Gerakan Beratif Baamal ini meliputi hampir seluruh seluruh Banua Lima dan wilayah yang sekarang menjadi daerah Hulu Sungai Tengah dan Utara Kalimantan Selatan dengan pusat kegiatan di mesjid dan langgar. Pimpinan dari gerakan ini kaum ulama yang disebut dengan Tuan Guru.
Menurut Azyumardi, Tarekat yang paling ditakuti Belanda, saat itu, adalah Tarekat Qadariyah dan tarekat Naksyabandiah. Kekhawatiran Belanda terhadap gerakan yang dimotori tarekat memang sangat beralasan. Sebab, begitu banyak perlawanan dan gerakan menentang penjajahan yang dipimpin tokoh tarekat atau pengikut tarekat tertentu. ‘’Karena itulah, tarekat mendapatkan pengawasan khusus dari Belanda.’’
Lantas mengapa tarekat sangat ditakuti pra-penjajah pada masa kolonial dulu? Menurut Bruinessen, antara tasawuf dan tarekat memang terdapat dua persepsi yang bertolak belakang. ‘’Para pejabat jajahan Belanda, Perancis, Italia dan Inggeris lazim mencurigai tarekat karena - dalam pandangan mereka - fanatisme kepada guru dengan mudah berubah menjadi fanatisme politik.,’’ papar penulis buku-buku tentang tarekat itu.
Gerakan tarekat ternyata tak hanya cefektif untuk melawan penjajah belaka. Di Afrika, misalnya, gerakan tarekat bahkan mampu melahirkan Negara Libya. Tarekat Sanusiyah yang dipimpin Syaikh Muhammad al-Sanusi al-Kabir dan putranya al-Mahdi mampu menjadi jaring pemersatu hingga melahirkan sebuah negara yang kini dipimpin Moamar Gaddafi.
Ketika terjadi perlawanan terhadap penjajah Perancis dan Italia, guru-guru tarekatlah yang bisa mengkordinir dan mempersatukan semua suku Badui. Negara Libya modern merupakan hasil perjuangan tarekat Sanusiyah. Syaikh tarekat Sanusiyah yang keempat, Sayyid Muhammad Idris, menjadi raja pertama negara Libya.
Begitulah peran tarekat memainkan perannya dalam kehidupan sosial dan politik.
Jejak Tarekat
Tarekat mulai berkembang sekitar abad ke-6 H. Adalah Tarekat Kadiriah yag pertama kali berdiri. Tarekat ini diajarkan Abdul Qadir bin Abdullah al-Jili seorang sufi tersohor di Baghdad. Menurut legenda, sufi kelahiran Jilan, Persia 471 H itu adalah orang saleh yang memiliki keajaiban.
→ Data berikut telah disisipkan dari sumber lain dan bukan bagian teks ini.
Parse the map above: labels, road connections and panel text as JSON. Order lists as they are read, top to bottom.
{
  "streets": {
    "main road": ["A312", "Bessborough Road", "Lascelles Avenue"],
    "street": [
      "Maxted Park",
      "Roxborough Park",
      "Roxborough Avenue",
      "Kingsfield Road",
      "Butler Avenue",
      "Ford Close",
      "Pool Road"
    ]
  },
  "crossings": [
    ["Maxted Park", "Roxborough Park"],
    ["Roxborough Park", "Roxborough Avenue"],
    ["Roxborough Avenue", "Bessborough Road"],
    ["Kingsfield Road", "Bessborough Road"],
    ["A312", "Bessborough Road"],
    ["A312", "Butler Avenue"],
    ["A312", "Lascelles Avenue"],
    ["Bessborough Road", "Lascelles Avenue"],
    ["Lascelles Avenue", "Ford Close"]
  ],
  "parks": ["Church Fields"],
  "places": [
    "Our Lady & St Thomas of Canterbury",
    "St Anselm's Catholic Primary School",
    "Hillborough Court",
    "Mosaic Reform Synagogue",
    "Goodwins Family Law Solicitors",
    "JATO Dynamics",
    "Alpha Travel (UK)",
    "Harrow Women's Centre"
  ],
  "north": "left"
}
‘’Tarekat Kadiriah terkenal, karena keteguhannya dalam berpegang kepada syariat,’’ papar Dr Yunasril dalam Eksiklopedi Tematis Dunia Islam. Orientalis Inggris, AJ Arberry juga mengakuinya. Menurut dia, faktor penentu keberhasilan tarekat itu dan tarekat sejenisnya adalah ketaatan dan keteguhannya kepada syariat Islam.
Kata tarekat berasal dari bahasa Arab, yakni tariqah yang berarti jalan atau metode yang ditempuh para sufi dalam menjalankan ibadah, zikir dan doa. Ritual ibadah itu diajarkan seorang guru sufi kepada muridnya dengan penuh kedisiplinan. Hubungan murid dan guru itu, kemudian melahirkan kekerabatan sufi.
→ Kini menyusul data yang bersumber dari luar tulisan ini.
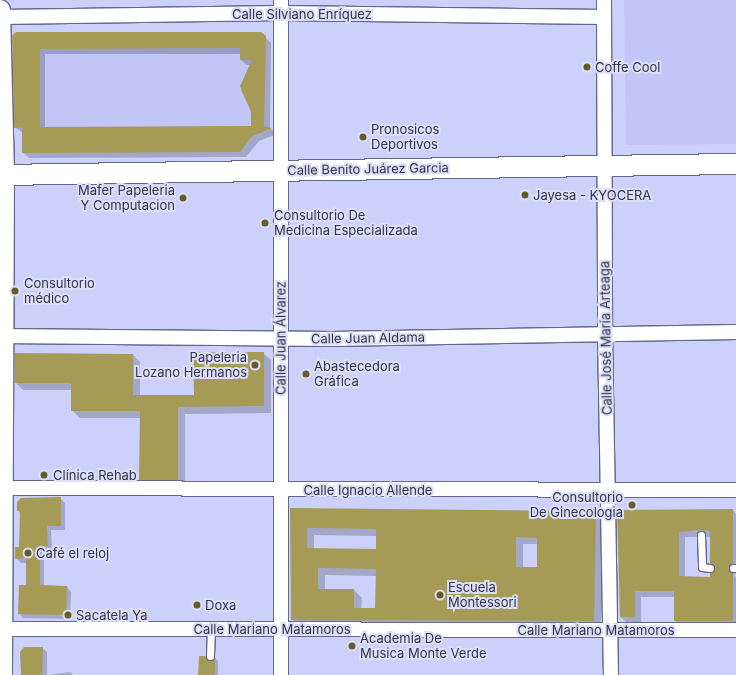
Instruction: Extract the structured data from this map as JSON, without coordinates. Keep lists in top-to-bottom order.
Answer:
{
  "streets": {
    "main road": ["Calle Benito Juárez Garcia"],
    "street": [
      "Calle Silviano Enríquez",
      "Calle Juan Álvarez",
      "Calle Juan Aldama",
      "Calle José María Arteaga",
      "Calle Ignacio Allende",
      "Calle Mariano Matamoros"
    ]
  },
  "crossings": [
    ["Calle Silviano Enríquez", "Calle Juan Álvarez"],
    ["Calle Silviano Enríquez", "Calle José María Arteaga"],
    ["Calle Benito Juárez Garcia", "Calle Juan Álvarez"],
    ["Calle Benito Juárez Garcia", "Calle José María Arteaga"],
    ["Calle Juan Álvarez", "Calle Juan Aldama"],
    ["Calle Juan Álvarez", "Calle Ignacio Allende"],
    ["Calle Juan Álvarez", "Calle Mariano Matamoros"],
    ["Calle Juan Aldama", "Calle José María Arteaga"],
    ["Calle José María Arteaga", "Calle Ignacio Allende"],
    ["Calle José María Arteaga", "Calle Mariano Matamoros"]
  ],
  "places": [
    "Coffe Cool",
    "Pronosicos Deportivos",
    "Jayesa - KYOCERA",
    "Mafer Papeleria Y Computacion",
    "Consultorio De Medicina Especializada",
    "Consultorio médico",
    "Papeleria Lozano Hermanos",
    "Abastecedora Gráfica",
    "Clínica Rehab",
    "Consultorio De Ginecologia",
    "Café el reloj",
    "Escuela Montessori",
    "Doxa",
    "Sacatela Ya",
    "Academia De Musica Monte Verde"
  ]
}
Menurut Al-Jurjani ‘Ali bin Muhammad bin ‘Ali (740-816 M), tarekat ialah metode khusus yang dipakai oleh salik (para penempuh jalan) menuju Allah Ta’ala melalui tahapan-tahapan atau maqamat. Tujuan utama sebuah tareta tasawuf adalah menekan hawa nafsu. Sebab, hawa nafsu, kerap menjadikan manusia jauh dari Tuhan.
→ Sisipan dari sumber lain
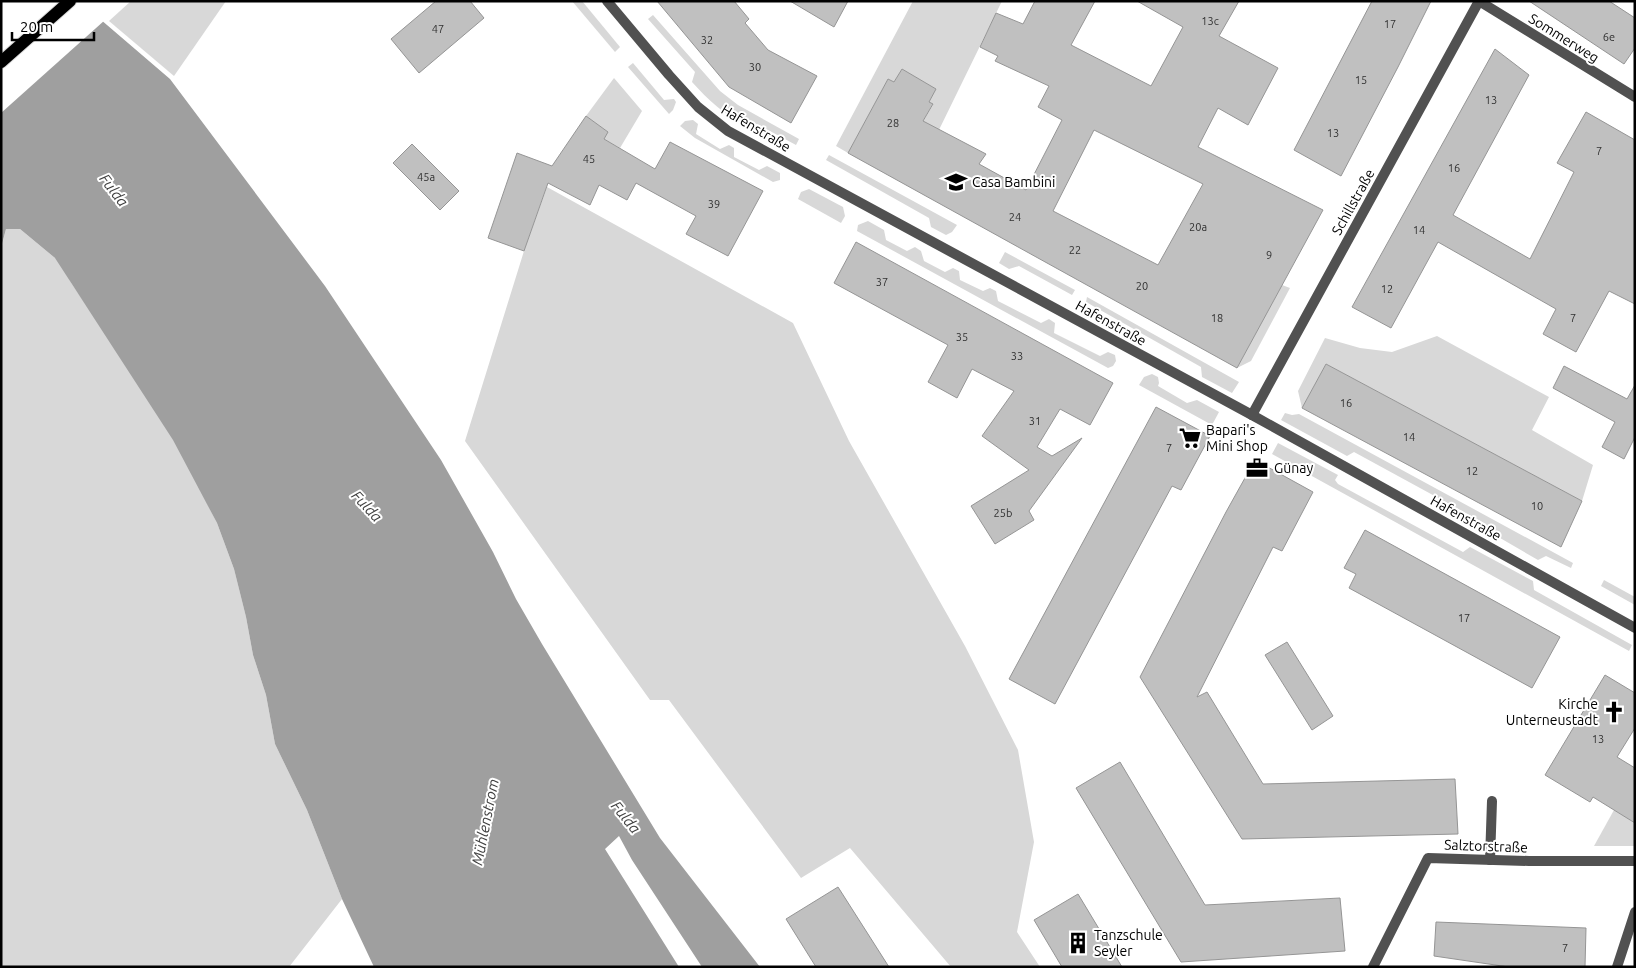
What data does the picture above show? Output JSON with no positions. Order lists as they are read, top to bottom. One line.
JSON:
{"streets":{"street":["Sommerweg","Hafenstraße","Schillstraße","Salztorstraße"]},"crossings":[["Sommerweg","Schillstraße"],["Hafenstraße","Schillstraße"]],"water":["Fulda","Mühlenstrom"],"places":{"school or university":["Casa Bambini"],"supermarket":["Bapari's Mini Shop"],"office":["Günay"],"church":["Kirche Unterneustadt"],"building":["Tanzschule Seyler"]},"house_numbers":["13c","17","47","6e","32","30","15","13","28","13","7","45","16","45a","39","24","20a","14","22","9","37","20","12","18","7","35","33","16","31","14","7","12","10","25b","17","13","7"],"scale_bar":"20 m"}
Guna mendekatkan diri dengan Sang Khalik, para pengikut tarekat secara rutin melakukan wirid berupa salat sunak, zikir dan doa sepanjang waktu, pagi, siang, sore dan malam hari. Komponen utama sebuah oraganisasi tarekat terdiri dari guru, murid, amalan, zawiyyah dan adab.
Di antara sederet tarekat, ada yang dipandang sah dan ada pula yang tidak sah. Sebuah tarekat dikatakan sah (mu’tabarah), apabila amalan tarekat itu dapat dipertanggungjawabkan secara syariah alias sesuai dengan Alquran dan Hadist. Sedangkan, tarekat tak sah (ghair mu’tabarah) adalah tarket yang tak berpedoman pada dua hal yang ditinggalkan Rasulullah SAW bagi umatnya, yakni Alquran dan Hadits.
Tasawuf mulai berkembang di bumi Nusantara sejak masa kolonialisme. Sehingga sejarah tarekat di Indonesia mencatat bahwa gerakan ini juga melakukan perlawanan terhadap penjajah. Saat ini, di dunia Islam dikenal berberapa tarket besar, seperti Tarekat Kadiriah, Naksyabandiah, Syattariah, Samaniah, Khalwatiah, Tijaniah, Idrisiah dan Rifaiah.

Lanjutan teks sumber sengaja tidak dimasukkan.